Talk:Distance correlation

This is the talk page for discussing improvements to the Distance correlation article.
This is not a forum for general discussion of the article's subject.

Put new text under old text. Click here to start a new topic.
New to Wikipedia? Welcome! Learn to edit; get help.

Article policies

Find sources: Google (books · news · scholar · free images · WP refs) · FENS · JSTOR · TWL

Statistics Mid‑importance

	This article is within the scope of WikiProject Statistics, a collaborative effort to improve the coverage of statistics on Wikipedia. If you would like to participate, please visit the project page, where you can join the discussion and see a list of open tasks.StatisticsWikipedia:WikiProject StatisticsTemplate:WikiProject StatisticsStatistics articles
Mid	This article has been rated as Mid-importance on the importance scale.

Mathematics Low‑priority

	Mathematics portal This article is within the scope of WikiProject Mathematics, a collaborative effort to improve the coverage of mathematics on Wikipedia. If you would like to participate, please visit the project page, where you can join the discussion and see a list of open tasks.MathematicsWikipedia:WikiProject MathematicsTemplate:WikiProject Mathematicsmathematics articles
Low	This article has been rated as Low-priority on the project's priority scale.

Problems with the article[edit]

I've gone back to the two cited articles by the original authors, and I have some problems relating some things here to there:

1. In "properties": "(ii) dcov_n = 0 if and only if every observation is the same." First, the same as what?: dcov refers to the dcov of two different variables.
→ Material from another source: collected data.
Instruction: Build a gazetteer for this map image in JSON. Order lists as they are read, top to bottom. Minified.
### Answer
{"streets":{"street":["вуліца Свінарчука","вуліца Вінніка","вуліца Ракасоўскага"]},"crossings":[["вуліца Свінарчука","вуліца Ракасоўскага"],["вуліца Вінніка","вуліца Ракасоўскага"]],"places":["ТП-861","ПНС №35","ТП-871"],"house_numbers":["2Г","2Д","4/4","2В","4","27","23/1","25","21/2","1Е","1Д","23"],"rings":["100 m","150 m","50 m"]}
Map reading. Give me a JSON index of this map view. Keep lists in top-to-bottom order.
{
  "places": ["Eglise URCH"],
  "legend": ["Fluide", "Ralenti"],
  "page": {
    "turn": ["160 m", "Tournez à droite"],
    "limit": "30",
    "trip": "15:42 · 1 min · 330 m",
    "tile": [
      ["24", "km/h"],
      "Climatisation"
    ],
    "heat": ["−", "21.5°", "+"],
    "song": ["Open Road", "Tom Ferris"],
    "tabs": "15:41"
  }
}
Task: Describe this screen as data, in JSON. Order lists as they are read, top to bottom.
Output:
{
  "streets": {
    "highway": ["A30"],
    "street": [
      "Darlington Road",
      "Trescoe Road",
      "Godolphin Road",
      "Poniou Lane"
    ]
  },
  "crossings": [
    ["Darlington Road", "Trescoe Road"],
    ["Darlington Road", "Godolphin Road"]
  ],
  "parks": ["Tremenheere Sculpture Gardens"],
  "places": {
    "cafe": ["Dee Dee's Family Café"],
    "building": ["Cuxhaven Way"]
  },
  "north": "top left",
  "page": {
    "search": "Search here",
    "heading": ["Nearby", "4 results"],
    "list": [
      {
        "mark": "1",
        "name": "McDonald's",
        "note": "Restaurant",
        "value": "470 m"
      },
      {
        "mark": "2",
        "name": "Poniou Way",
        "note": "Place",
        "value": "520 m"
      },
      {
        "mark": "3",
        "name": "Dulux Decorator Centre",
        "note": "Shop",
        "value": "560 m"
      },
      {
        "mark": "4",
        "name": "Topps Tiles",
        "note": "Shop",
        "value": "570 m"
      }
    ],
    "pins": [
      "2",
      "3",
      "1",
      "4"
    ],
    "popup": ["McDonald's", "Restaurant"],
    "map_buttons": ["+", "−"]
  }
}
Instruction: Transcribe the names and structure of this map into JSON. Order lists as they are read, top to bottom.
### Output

And this quote seems unlikely to be true, since it would preclude two non-constant variables from having a sample dcov of zero even if the variables are independent.

(1) It is correct but unclear.

The 2007 paper (page 1244, before Remark 2) says that dvar_n(X) = 0 iff every sample observation is identical. Am I correct that "dcov_n" in the present quote should be changed to "dvar_n"?

It would be correct that way. It is awkward to state (ii), better dvar_n.

2. In the section "Definitions#Distance covariance", it says "distance covariance is not the same as the covariance of distances, cov(|X-Y|, |Y-Y’|)". Should this say "cov(|X-X’|, |Y-Y’|)"? As it is it's not symmetric.

(2) you are correct; cov(|X-X’|, |Y-Y’|)

3. Still in the section "Definitions#Distance covariance", it says

"The population value of distance covariance [1][2] is

dcov(X,Y):= E|X-X’||Y-Y’| + E|X – X’| E|Y – Y’| - E|X – X’||Y – Y”| - E|X – X”||Y – Y’|

where E denotes expected value, X’ is an independent and identically distributed copy of X, Y’ is an independent and identically distributed copy of Y, finally X” (Y”) has the same distribution as X (Y) and independent not only of X (Y) but also of Y and Y’ (X and X’)."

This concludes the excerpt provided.